Rick Griffin’s Psychedelic Exhibition At London’s Roundhouse

Above is the poster used to advertise the summer 1976 exhibition of Rick Griffin’s psychedelic/underground posters at The Roundhouse in London’s Camden. With his lysergic concert posters and album covers and comic strips, Griffin had helped forge the shared visual iconography of much of America’s Sixties counter-culture. For a good many years, his work was, after its own fashion, revolutionary. Then, as if metamorphosing from pop culture matter to anti-magic, it began to seem, to some, not only passé, but stale even to the point of putrescence. Punk in all its forms with all its fellow travellers was already gathering pace. But for all of that, Griffin’s London show was, by all accounts, a major success. The press was positive, the attendances high. As with all art that had once appeared inseparably bound to a specific moment, his had in part slipped loose from its original moorings. As time passed, the partial disassociation would continue. Years before, Griffin had spoken directly to specific communities in particular places at unique moments. There had been a feedback loop operating from sub-culture to artist and back again. Now, Griffin and his creativity existed more and more in the context of, well, Rick Griffin. Griffin himself had undergone a profoundly-embraced conversion to Christianity. Society had changed and so had he.
Whatever else, Griffin’s posters and pages were in their essence very, very pretty and, frequently, very, very funny too. Their appeal could run from, in the eyes of the beholders, an air of kitsch to an unvarnished and entirely understandable fascination with luminous colour and fluid form. No doubt nostalgia, with or without any tribal loyalties, played a large part too.

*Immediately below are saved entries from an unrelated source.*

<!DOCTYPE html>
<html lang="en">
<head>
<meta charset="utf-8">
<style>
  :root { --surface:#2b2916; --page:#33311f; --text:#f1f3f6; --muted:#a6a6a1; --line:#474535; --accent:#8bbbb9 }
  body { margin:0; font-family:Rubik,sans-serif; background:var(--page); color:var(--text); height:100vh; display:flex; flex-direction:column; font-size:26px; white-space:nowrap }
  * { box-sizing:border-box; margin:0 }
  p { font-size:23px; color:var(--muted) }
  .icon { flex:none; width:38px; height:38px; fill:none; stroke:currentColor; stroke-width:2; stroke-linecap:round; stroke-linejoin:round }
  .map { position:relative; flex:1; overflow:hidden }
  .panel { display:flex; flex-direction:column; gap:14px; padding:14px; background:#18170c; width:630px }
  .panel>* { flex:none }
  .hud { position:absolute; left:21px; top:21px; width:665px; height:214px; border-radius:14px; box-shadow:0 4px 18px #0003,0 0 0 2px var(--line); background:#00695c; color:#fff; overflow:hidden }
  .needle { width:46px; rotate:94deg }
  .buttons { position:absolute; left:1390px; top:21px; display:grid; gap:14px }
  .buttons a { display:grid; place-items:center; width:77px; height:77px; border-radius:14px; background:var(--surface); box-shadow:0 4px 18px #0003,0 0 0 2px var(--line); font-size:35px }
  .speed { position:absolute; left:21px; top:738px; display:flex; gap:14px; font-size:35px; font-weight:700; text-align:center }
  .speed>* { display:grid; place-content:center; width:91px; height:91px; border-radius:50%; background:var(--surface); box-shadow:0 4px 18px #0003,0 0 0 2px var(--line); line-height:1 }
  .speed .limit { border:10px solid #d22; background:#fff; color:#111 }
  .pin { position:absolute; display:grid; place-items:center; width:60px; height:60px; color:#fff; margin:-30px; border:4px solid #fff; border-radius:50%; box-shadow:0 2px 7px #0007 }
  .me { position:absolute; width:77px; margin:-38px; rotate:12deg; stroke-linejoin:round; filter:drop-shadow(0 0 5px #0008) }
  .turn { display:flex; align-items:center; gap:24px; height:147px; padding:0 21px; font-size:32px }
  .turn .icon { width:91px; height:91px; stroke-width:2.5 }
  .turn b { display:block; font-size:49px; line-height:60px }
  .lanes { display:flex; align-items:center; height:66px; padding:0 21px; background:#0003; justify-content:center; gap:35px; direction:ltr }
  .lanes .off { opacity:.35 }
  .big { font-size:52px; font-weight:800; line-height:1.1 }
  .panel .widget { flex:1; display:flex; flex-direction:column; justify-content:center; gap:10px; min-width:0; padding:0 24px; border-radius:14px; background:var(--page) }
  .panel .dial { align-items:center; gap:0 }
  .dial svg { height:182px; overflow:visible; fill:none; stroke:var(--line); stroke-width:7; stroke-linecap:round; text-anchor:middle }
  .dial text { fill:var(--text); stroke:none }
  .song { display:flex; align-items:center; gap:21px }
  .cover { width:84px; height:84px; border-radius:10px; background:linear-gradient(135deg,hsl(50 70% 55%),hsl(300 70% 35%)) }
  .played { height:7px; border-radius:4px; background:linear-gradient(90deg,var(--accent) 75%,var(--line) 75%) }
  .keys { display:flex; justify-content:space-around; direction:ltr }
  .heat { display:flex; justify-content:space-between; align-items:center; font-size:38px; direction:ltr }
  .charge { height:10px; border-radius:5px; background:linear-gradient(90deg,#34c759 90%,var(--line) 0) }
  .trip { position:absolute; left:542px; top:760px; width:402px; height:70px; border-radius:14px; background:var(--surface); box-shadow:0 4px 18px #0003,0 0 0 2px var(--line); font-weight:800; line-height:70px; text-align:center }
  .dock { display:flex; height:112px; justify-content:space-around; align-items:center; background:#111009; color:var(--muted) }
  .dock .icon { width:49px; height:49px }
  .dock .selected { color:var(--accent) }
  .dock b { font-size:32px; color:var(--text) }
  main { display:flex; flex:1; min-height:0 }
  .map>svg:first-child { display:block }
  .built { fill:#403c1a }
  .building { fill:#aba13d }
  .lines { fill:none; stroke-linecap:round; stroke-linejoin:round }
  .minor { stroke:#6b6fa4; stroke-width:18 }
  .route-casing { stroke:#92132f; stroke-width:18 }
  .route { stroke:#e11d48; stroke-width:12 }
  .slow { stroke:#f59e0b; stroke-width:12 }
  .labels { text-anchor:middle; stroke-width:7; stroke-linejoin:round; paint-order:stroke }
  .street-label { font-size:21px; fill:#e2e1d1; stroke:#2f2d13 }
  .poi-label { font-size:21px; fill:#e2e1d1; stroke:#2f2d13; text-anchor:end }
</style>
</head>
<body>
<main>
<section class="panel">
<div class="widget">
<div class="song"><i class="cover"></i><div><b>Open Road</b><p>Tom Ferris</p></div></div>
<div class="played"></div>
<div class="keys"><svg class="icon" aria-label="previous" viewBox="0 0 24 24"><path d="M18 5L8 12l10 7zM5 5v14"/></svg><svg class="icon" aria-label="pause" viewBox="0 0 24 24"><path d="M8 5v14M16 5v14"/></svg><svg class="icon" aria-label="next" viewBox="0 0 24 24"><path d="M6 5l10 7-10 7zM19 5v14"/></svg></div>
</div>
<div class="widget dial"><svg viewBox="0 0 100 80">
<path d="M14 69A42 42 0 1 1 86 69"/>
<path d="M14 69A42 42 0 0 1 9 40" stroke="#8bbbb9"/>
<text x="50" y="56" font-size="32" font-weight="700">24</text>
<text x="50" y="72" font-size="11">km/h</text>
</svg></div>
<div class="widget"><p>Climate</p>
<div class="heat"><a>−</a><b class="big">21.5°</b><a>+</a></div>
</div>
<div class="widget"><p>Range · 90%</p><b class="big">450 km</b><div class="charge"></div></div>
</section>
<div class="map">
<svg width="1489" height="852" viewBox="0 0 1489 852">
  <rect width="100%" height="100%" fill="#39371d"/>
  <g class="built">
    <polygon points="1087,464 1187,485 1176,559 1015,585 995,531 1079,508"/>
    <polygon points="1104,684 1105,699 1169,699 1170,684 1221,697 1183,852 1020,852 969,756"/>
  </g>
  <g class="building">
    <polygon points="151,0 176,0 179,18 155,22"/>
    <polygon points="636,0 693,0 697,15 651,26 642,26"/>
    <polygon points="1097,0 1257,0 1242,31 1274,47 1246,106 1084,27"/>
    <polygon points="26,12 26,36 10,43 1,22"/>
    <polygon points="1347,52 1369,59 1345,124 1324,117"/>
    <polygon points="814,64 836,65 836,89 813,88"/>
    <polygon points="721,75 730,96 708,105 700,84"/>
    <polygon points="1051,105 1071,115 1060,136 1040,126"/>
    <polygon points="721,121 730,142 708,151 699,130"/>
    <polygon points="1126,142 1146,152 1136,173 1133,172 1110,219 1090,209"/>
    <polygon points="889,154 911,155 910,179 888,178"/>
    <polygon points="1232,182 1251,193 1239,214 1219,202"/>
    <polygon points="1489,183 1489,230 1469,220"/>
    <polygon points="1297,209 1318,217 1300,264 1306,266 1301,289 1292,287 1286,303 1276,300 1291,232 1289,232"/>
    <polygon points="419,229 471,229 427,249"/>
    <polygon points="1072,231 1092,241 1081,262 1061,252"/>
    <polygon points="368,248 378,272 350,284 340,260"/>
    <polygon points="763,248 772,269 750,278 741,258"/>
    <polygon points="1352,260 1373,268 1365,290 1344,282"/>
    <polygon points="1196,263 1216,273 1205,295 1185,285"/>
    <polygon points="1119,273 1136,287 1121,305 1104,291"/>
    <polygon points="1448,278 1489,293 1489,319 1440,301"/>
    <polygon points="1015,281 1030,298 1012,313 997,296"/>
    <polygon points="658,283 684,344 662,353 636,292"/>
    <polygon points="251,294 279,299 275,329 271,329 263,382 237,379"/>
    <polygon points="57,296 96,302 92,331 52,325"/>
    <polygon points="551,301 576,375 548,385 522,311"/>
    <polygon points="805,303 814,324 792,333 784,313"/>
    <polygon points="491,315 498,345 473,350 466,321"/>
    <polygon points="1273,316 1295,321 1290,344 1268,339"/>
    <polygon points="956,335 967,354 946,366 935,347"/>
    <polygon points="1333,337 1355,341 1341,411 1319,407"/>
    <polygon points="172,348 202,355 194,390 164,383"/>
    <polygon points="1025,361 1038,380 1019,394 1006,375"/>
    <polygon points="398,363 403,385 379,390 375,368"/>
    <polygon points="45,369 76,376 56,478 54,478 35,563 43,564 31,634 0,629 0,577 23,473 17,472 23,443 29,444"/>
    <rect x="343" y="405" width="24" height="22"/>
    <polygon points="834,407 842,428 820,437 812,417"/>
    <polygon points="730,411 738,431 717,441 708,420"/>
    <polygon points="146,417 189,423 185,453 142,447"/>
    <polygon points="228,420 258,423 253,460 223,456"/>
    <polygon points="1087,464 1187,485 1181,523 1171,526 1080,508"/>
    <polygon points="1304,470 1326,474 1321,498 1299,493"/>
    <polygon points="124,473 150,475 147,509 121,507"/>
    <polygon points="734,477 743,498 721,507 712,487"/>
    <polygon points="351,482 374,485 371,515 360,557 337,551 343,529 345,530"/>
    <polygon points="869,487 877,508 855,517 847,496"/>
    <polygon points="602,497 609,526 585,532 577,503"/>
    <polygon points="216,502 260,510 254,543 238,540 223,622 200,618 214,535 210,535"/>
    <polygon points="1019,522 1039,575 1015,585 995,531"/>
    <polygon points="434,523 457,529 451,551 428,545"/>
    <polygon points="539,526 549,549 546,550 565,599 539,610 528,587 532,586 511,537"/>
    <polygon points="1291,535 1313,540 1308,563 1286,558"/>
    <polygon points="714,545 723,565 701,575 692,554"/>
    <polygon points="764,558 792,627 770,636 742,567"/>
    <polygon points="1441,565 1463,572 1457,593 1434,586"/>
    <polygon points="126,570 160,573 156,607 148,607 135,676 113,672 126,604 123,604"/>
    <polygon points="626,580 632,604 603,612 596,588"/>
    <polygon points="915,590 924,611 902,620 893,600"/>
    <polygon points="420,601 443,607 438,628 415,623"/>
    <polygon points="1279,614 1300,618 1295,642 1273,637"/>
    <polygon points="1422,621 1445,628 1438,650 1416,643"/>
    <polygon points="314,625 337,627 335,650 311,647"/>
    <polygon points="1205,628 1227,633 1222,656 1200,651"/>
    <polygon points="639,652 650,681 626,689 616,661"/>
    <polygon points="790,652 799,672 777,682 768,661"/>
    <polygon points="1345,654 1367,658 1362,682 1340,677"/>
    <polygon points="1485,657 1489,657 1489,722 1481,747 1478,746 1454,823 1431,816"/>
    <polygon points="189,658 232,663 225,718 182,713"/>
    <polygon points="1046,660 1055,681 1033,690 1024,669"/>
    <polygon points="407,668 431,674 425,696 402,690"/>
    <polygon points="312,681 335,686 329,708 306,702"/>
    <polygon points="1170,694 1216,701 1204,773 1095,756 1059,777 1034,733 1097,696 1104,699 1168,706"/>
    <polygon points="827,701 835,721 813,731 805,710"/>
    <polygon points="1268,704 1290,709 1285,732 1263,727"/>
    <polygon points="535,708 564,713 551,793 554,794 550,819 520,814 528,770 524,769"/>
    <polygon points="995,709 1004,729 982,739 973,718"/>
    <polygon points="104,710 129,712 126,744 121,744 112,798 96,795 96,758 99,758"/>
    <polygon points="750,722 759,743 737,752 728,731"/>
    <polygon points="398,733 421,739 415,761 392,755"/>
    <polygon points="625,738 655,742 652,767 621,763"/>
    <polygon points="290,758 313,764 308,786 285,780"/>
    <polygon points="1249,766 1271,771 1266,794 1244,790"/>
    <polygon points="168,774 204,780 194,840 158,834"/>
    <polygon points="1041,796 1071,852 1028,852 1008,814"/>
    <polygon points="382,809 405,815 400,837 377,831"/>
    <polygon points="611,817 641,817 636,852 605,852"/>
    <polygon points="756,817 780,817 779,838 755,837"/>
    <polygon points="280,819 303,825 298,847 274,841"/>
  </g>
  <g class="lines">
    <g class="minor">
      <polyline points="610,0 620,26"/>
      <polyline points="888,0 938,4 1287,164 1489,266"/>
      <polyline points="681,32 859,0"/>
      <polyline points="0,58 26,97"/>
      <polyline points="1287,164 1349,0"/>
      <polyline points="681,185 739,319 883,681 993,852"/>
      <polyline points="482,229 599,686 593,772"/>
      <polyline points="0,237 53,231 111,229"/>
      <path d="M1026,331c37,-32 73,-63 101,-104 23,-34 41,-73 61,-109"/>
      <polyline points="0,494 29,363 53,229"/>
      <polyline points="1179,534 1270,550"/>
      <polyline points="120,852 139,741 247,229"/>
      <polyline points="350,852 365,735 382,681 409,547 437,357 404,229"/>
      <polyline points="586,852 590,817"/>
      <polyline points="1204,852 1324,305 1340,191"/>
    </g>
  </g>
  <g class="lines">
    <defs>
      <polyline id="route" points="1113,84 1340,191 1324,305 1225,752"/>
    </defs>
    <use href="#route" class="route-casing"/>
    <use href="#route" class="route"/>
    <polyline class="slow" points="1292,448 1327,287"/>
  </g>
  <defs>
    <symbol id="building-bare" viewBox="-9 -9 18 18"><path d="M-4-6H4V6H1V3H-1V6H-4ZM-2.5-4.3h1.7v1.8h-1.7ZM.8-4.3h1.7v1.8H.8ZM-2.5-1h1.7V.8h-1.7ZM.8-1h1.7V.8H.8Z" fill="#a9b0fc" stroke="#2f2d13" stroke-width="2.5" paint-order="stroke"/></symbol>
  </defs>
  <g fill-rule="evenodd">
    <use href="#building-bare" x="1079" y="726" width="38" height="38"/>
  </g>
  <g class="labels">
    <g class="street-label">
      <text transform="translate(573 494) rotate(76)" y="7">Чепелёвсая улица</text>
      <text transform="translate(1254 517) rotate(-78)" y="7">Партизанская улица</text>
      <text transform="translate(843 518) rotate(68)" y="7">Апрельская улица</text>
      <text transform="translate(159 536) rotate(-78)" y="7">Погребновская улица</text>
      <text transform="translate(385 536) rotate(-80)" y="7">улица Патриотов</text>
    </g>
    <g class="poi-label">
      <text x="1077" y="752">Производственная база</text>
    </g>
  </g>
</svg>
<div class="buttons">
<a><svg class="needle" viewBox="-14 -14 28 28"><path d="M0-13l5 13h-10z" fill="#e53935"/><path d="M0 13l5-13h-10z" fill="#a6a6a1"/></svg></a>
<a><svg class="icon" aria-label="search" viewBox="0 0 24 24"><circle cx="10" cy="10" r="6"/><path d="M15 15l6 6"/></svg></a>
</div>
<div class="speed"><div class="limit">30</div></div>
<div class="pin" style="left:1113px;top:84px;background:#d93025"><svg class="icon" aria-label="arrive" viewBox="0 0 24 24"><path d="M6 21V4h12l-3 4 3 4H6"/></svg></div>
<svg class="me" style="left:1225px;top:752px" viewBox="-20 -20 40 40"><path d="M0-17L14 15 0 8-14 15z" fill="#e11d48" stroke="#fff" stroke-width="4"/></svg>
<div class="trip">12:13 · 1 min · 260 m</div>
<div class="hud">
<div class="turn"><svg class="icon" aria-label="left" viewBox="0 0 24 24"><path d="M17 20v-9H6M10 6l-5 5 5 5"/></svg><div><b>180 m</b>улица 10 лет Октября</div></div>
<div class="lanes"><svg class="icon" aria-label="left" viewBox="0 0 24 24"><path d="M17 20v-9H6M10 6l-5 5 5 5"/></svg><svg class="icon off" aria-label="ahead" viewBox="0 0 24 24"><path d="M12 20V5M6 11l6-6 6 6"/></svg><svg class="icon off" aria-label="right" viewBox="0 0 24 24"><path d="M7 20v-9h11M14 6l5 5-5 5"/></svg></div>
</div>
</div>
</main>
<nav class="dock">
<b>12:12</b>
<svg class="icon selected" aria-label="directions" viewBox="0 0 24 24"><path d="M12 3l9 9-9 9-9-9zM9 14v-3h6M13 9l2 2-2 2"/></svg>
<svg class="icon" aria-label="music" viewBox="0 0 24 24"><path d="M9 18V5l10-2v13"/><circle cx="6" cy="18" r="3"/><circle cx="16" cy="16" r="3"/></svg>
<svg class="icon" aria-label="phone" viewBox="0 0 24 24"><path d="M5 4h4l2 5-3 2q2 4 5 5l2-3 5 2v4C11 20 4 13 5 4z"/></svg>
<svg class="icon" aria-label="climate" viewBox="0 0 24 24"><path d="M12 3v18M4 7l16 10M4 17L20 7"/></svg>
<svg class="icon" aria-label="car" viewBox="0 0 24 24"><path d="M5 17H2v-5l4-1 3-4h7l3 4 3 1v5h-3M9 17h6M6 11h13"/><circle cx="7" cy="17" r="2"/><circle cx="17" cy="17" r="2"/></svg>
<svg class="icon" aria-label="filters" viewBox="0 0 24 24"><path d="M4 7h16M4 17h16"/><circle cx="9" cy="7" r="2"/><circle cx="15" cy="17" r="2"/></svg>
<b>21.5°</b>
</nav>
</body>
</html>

The association of his artistry with the 60s would never, and could never, disappear. The Roundhouse exhibition, for example, came with a psychedelic light-show and live songs by the Grateful Dead. But what had once been essential to a pop-culture moment had become an optional extra in a contemporary context. Far away in time and space from the Acid Tests and the Avalon Ballroom and The Family Dog Denver, Griffin’s 1976’s European exhibition was, by all accounts, notably popular in its own right. It attracted queues in London and went on to success in Sunderland and Amsterdam too. A very considerable number of posters were sold. A good time was had by all who were up for it. An adoration for joss sticks, feeling mellow and loving Country Joe and The Fish wasn’t mandatory. An antipathy towards the same needn’t have been a problem.

In the month in which Griffin’s work was being shown in the UK, the nascent Sex Pistols played two London concerts. Both Griffin’s posters and the band’s performances were events to catch and enjoy. But the culturequake of the latter wouldn’t ever obliterate the pleasures of the former, no matter how the mono-culturalists of The New would insist that it should.
As someone who experienced the intense friction between sub-cultures during the period, it makes me smile to think of a Rick Griffin poster hanging next to, say, a Jamie Reid one on someone’s wall today, with neither seeming to be in active conflict with each other. Different, but hardly the pairing of a truth with a heresy, whichever is considered the first and the second.